Se o mundo está num tabuleiro de War em escala global, Sergipe resolveu montar o seu próprio jogo. Só que aqui, as peças não são territórios, mas partidos políticos e o mais disputado deles no momento é o PL. O que deveria ser uma legenda organizada para liderar a oposição, virou um campo de batalha em que dois generais duelam pelo controle: Edivan Amorim, o cacique que não larga o comando, e Rodrigo Valadares, o deputado que chega com a bênção da família Bolsonaro e disposição para virar a mesa.
Edivan, acostumado a chefiar o PL com mão de ferro, hoje parece aquele jogador que insiste em defender território sem carta de reforço: quanto mais aperta, mais perde. Seu estilo centralizador afastou aliados, criou rachaduras internas e deixou o partido com menos fôlego do que deveria ter em Sergipe.

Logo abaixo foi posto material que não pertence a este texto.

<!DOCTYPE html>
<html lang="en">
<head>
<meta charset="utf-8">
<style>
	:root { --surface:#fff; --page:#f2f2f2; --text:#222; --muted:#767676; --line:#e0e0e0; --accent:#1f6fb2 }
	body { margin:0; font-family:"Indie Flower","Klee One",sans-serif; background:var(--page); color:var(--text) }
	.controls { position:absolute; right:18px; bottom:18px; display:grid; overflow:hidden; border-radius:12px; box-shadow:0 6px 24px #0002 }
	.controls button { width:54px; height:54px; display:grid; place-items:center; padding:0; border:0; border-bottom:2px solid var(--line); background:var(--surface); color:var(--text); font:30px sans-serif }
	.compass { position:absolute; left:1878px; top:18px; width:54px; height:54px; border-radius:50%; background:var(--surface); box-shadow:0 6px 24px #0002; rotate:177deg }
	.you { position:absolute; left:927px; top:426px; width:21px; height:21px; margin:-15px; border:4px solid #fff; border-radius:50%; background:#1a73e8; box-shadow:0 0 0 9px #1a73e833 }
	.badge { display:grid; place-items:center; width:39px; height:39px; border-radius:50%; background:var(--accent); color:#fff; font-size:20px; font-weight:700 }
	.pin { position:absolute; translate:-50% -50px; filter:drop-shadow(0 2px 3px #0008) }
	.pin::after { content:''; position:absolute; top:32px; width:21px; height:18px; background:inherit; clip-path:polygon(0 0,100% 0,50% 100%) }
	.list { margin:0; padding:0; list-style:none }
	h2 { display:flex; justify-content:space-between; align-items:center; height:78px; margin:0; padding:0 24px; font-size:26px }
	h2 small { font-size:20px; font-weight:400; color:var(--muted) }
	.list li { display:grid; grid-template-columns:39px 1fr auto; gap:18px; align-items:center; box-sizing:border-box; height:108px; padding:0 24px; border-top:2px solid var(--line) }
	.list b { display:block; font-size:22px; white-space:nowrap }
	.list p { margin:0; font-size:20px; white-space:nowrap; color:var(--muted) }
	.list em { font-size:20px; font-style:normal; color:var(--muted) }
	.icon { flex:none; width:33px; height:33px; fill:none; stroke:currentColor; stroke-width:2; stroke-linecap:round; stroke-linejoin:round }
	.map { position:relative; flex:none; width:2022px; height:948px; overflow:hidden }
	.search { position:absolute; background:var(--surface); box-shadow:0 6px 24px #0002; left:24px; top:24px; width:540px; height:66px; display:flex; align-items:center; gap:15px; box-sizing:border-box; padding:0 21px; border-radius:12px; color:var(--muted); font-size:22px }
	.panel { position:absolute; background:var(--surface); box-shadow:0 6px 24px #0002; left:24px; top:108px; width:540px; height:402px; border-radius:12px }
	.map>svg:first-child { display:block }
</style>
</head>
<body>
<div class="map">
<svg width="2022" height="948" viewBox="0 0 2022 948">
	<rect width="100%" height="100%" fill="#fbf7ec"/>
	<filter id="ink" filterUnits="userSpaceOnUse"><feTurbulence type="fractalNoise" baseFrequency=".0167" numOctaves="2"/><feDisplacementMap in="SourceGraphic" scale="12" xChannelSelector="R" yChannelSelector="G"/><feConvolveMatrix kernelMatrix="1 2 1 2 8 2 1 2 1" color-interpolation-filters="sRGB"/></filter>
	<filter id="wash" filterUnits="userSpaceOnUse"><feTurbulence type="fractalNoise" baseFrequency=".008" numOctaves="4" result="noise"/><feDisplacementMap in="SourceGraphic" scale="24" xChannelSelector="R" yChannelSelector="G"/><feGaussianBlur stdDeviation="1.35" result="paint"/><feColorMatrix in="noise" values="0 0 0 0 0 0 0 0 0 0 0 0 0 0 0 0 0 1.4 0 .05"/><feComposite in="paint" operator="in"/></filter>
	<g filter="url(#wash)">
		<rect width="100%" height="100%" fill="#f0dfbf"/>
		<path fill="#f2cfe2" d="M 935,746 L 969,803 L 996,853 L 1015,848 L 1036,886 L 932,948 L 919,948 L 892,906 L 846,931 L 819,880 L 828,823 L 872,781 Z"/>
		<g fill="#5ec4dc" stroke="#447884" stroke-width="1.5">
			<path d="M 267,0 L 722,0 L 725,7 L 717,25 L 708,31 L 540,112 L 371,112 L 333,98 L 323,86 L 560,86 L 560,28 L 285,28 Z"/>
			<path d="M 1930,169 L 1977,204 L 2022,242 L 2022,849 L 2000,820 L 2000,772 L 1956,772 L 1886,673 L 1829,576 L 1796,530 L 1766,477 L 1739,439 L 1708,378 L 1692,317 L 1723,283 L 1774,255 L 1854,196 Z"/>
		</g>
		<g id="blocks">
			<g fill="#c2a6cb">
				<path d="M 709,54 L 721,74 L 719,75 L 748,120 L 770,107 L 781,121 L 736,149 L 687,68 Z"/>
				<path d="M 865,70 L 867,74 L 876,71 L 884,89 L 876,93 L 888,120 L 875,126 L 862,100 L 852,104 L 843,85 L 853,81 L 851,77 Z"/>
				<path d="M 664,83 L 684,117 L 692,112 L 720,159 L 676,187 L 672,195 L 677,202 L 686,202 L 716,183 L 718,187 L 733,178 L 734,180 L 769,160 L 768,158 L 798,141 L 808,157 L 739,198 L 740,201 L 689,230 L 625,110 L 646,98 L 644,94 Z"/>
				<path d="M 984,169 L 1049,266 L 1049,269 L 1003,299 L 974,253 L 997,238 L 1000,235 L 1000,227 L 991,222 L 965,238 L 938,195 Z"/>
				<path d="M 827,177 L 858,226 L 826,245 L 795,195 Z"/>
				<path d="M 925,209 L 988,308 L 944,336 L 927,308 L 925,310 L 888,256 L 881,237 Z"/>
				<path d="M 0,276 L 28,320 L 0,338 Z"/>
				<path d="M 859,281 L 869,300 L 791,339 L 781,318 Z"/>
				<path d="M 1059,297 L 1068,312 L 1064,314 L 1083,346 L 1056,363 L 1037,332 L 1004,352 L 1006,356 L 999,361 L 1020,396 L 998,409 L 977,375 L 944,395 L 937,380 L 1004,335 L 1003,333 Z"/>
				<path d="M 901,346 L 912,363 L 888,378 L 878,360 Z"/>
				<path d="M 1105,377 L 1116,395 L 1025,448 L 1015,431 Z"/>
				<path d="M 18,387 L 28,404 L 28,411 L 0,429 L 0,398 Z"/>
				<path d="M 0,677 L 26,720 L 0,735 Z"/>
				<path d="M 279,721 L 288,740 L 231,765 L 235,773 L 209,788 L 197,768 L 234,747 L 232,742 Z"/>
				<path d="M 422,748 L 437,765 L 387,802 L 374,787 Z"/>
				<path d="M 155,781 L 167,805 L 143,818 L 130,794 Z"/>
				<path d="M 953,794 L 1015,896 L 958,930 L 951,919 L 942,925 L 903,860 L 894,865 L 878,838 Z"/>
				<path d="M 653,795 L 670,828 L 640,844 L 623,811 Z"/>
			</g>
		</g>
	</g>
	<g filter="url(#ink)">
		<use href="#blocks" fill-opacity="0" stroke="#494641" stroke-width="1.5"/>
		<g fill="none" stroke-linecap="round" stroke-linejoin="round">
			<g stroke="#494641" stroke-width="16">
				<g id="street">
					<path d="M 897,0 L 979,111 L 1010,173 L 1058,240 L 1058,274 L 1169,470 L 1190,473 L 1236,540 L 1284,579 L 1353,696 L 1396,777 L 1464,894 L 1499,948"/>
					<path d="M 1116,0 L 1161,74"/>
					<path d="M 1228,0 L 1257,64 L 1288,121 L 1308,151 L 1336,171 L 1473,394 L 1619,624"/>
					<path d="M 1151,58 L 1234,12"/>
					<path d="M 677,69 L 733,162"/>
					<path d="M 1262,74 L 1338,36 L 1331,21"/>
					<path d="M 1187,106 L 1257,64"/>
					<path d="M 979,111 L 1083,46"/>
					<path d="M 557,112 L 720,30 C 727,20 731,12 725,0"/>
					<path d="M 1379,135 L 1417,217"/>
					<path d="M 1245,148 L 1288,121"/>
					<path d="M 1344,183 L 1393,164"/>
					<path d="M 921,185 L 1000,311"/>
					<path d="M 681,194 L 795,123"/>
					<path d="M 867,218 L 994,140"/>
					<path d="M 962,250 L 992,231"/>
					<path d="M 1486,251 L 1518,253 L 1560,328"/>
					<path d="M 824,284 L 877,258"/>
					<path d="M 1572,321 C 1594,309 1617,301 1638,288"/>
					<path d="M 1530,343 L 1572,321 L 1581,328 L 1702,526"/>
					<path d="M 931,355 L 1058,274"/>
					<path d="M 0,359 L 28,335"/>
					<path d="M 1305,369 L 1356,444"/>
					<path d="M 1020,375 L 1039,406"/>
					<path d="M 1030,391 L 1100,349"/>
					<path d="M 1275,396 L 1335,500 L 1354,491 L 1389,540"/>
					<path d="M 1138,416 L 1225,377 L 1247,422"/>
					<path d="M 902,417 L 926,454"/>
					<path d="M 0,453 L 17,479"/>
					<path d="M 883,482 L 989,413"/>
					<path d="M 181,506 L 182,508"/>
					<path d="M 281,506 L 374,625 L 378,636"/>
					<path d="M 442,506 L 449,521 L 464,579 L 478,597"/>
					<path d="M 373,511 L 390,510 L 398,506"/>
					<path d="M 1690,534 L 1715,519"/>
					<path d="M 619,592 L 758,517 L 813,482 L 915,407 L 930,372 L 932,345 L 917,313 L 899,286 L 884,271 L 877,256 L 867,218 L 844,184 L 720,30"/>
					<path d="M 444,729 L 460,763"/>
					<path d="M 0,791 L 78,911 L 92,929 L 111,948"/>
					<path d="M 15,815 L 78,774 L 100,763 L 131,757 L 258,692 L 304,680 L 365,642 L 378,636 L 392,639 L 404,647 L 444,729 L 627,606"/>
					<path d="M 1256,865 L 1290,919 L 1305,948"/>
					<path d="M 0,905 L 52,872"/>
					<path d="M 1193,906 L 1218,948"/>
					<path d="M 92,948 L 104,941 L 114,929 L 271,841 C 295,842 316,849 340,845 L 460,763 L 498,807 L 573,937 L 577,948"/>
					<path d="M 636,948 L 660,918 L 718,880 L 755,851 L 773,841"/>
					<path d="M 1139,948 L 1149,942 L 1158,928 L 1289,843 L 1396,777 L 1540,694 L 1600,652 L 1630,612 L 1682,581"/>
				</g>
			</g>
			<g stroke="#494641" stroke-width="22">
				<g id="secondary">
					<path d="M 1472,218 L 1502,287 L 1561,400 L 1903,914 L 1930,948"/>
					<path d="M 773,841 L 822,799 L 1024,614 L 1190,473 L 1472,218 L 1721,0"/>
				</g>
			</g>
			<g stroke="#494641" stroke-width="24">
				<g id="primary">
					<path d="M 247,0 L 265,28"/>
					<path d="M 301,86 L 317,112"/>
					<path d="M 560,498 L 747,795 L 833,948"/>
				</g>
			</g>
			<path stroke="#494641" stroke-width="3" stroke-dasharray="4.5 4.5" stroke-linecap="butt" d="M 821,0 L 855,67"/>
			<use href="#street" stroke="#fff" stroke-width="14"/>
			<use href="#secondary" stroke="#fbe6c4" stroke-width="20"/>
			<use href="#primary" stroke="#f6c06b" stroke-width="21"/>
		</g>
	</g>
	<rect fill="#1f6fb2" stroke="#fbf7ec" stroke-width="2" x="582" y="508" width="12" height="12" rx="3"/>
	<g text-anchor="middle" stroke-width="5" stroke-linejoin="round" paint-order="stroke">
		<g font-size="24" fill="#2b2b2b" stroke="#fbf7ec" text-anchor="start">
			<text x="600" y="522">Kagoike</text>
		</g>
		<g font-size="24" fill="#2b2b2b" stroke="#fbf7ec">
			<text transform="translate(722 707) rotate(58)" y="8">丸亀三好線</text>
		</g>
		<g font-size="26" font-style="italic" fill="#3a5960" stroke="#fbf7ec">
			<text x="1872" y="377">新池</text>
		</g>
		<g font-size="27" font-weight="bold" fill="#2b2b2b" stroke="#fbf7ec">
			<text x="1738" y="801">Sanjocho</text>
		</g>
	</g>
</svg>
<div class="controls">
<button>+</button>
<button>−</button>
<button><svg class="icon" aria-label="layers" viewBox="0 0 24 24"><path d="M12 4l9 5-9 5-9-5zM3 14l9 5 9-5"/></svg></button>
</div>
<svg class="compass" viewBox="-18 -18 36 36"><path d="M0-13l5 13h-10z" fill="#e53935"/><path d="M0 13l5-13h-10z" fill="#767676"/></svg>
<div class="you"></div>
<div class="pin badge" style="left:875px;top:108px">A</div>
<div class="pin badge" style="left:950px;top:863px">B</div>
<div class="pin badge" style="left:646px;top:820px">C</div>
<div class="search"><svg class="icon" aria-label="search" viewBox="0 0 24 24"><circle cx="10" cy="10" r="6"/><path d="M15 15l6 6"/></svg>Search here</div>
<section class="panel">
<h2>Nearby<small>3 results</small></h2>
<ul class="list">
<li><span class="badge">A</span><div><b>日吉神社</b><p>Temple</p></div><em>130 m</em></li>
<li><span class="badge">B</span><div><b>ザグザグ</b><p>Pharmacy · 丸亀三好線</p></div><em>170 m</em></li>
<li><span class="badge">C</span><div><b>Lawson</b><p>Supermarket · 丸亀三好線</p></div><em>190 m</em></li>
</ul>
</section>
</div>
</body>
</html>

O resultado é um PL que, em vez de crescer, parece implodir lentamente, vítima do excesso de controle e da falta de diálogo.
Do outro lado, Rodrigo Valadares entra na partida com fôlego novo. Não é apenas um nome de ocasião: é um jogador estratégico, capaz de atrair apoios e reposicionar o PL no tabuleiro político do Estado. Sua proximidade com Jair Bolsonaro e com a família presidencial o coloca em posição de destaque nacional, algo que nenhum outro nome sergipano dentro do partido de oposição consegue ostentar. Rodrigo não joga para sobreviver: joga para vencer. É por isso que tantos aliados, alguns silenciosos, outros já declarados, enxergam nele a chance de reconstruir o partido em Sergipe.
E, como em todo jogo político, cada jogada tem seus efeitos colaterais. Se Rodrigo assumir o comando, a diáspora será inevitável: alguns baterão em retirada, outros correrão para se alinhar a ele. Mas o saldo tende a ser positivo, porque quem hoje se afasta do PL pela gestão centralizadora de Edivan pode enxergar em Rodrigo uma porta de entrada para um partido mais aberto e competitivo. Já figuras importantes como Valmir e Francisquinho, que hoje exercem liderança no tabuleiro, sabem que a nova configuração pode redefinir seus espaços, talvez para ampliar sua força, talvez para reduzi-la. O certo é que, com Rodrigo no comando, ninguém continuará jogando do mesmo jeito.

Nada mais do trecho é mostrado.